Particularly, in insurance cases, once an insured makes out a prima facie case in its favor, the
burden of evidence shifts to the insurer to controvert the insured’s prima facie case.

An insurer who seeks to defeat a claim because of an exception or limitation in the policy has the
burden of establishing that the loss comes within the purview of the exception or limitation. If
loss is proved apparently within a contract of insurance, the burden is upon the insurer to
establish that the loss arose from a cause of loss which is excepted or for which it is not liable, or
from a cause which limits its liability.

In the present case, CBIC failed to discharge its primordial burden of establishing that the damage
or loss was caused by arson, a limitation in the policy. CBICs evidence did not prove that the fire
was intentionally caused by the insured.
Q: Is the insurance policy voided?

A: Yes. CBICs failure to prove arson does not mean that it also failed to prove fraud.

Arson and Fraud are two separate grounds based on two different sets of evidence, either of
which can void the insurance claim of UMC. The absence of one does not necessarily result in the
absence of the other.

In the present case, it was found that the invoices that UMC submitted were not genuine.

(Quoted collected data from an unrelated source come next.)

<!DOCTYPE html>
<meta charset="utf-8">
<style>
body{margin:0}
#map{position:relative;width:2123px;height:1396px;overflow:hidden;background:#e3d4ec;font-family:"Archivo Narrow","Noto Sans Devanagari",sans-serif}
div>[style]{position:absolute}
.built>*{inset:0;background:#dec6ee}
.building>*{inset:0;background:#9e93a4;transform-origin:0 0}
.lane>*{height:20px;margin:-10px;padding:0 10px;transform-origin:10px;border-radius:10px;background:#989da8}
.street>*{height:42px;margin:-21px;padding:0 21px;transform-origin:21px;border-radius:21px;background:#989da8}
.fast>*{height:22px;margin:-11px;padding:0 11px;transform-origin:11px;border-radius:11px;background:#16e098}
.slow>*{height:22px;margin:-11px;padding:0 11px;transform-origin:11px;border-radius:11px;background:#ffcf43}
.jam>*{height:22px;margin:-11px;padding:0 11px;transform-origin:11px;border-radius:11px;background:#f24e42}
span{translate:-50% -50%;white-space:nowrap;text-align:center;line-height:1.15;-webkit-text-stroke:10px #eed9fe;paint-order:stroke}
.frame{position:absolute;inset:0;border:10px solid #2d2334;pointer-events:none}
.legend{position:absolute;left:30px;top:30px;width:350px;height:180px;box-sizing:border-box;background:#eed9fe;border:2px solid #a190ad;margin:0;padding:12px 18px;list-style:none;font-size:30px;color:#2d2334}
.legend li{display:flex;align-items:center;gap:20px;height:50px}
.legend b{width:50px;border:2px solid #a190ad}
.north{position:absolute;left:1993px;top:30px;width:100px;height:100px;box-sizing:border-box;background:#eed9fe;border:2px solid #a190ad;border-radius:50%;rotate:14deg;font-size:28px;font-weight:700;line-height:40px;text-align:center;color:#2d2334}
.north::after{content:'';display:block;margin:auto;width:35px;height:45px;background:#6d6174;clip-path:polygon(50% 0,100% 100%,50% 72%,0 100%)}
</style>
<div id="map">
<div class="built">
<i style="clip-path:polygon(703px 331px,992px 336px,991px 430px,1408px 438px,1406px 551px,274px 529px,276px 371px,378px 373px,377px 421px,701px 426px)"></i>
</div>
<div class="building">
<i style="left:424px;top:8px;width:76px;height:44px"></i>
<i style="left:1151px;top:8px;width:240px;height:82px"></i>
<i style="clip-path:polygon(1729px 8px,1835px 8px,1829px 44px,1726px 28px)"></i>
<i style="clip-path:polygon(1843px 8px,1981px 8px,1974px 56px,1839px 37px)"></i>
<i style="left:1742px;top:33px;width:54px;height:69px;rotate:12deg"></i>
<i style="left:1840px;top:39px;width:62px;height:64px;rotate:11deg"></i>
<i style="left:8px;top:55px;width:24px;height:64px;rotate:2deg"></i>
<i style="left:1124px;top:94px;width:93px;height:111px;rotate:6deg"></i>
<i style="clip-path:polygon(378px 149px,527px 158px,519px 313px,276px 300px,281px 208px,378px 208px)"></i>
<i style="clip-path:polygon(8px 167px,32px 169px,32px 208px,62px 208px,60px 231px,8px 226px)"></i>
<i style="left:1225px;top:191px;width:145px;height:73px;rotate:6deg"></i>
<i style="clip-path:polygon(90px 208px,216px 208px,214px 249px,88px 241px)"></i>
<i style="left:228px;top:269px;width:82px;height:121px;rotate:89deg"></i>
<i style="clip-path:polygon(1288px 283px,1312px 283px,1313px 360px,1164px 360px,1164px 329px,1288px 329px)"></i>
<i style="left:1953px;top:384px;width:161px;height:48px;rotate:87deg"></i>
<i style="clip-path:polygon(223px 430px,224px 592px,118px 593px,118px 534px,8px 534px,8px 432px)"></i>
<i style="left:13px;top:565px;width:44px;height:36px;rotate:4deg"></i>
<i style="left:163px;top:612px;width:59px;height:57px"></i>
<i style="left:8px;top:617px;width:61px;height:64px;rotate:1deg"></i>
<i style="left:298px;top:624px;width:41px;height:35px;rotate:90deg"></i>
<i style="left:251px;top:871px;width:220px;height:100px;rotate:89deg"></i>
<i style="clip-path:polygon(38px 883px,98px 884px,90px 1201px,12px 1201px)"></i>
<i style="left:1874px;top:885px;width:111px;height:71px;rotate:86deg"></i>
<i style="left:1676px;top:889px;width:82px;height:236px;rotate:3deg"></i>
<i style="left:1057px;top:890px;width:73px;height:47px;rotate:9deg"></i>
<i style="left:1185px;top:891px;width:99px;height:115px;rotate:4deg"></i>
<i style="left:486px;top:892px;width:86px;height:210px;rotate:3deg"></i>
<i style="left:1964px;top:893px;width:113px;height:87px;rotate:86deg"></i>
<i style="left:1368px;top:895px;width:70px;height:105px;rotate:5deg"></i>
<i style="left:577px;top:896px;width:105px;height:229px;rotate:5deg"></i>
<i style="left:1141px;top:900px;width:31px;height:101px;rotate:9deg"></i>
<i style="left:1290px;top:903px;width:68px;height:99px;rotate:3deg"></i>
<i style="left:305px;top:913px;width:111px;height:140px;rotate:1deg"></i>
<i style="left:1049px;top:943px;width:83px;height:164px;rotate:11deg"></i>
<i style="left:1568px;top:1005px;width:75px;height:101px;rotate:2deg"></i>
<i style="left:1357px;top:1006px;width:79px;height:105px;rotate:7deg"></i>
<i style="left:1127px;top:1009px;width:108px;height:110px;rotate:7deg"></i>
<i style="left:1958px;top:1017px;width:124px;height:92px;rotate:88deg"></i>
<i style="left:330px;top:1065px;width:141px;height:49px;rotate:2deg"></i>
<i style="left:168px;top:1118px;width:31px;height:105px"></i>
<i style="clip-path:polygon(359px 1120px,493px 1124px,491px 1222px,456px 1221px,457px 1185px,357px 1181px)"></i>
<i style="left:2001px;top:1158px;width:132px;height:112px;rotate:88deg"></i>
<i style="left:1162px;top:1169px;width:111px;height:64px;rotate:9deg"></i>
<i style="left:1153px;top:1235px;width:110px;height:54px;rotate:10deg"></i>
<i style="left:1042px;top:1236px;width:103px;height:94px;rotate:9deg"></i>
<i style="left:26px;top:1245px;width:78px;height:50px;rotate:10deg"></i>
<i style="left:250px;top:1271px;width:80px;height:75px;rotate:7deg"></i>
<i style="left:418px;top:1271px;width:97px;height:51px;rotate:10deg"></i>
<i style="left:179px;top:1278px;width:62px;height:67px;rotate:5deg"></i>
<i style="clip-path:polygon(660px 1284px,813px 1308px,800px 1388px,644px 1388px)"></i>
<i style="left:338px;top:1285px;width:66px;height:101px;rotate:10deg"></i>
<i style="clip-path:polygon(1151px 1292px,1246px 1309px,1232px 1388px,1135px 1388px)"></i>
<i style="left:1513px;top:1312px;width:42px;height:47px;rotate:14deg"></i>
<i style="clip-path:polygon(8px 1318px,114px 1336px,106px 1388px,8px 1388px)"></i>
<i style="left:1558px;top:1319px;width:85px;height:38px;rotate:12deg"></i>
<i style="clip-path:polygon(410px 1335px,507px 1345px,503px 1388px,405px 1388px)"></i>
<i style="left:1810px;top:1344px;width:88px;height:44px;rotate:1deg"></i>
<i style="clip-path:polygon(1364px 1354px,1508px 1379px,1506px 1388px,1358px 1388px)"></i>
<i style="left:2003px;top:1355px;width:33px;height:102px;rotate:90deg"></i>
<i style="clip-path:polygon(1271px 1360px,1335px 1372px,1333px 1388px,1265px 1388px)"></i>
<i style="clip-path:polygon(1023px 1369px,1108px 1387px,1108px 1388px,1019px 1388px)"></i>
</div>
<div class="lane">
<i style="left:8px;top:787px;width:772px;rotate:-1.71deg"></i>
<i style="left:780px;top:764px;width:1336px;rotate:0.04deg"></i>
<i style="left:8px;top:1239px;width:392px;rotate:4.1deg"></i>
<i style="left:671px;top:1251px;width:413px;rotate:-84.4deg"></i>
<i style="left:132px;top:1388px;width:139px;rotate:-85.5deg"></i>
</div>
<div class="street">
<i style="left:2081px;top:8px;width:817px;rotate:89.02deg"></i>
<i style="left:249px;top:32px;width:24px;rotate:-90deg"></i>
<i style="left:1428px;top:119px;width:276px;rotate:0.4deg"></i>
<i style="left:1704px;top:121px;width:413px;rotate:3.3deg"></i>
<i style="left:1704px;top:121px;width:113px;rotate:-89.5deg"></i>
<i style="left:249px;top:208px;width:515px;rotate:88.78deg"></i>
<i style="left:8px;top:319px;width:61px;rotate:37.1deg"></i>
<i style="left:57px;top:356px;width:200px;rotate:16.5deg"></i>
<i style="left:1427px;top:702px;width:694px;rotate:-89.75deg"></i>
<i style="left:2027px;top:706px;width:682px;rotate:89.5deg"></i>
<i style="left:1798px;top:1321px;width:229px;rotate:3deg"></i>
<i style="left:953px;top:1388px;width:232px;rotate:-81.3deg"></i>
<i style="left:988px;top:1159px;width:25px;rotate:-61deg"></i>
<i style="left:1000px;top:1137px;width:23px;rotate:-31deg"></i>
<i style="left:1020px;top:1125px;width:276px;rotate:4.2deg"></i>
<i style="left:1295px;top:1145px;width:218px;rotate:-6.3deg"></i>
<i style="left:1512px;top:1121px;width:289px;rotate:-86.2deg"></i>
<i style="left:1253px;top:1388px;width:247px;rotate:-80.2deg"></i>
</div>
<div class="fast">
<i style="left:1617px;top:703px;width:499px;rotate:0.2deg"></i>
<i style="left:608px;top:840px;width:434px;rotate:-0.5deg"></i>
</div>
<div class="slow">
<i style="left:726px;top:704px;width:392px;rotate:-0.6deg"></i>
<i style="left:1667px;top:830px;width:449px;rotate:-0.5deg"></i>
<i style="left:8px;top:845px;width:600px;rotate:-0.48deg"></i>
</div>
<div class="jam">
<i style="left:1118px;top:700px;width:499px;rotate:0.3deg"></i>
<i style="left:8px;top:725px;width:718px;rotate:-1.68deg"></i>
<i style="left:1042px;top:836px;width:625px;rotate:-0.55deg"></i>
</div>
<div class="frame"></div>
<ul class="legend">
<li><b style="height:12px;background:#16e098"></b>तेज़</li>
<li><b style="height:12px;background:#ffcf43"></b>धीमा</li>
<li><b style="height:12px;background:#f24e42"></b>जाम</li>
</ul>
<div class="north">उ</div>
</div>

In the case of Yu Ban Chuan vs. Fieldmens Insurance, the Supreme Court held that the submission
of false invoices to the adjusters establishes a clear case of fraud and misrepresentation which
voids the insurer’s liability as per condition of the policy. The falsity of the invoices is the best
evidence of the fraudulent character of plaintiff’s claim.

Hence, the insurance policy is voided and UMC cannot claim the proceeds of the insurance.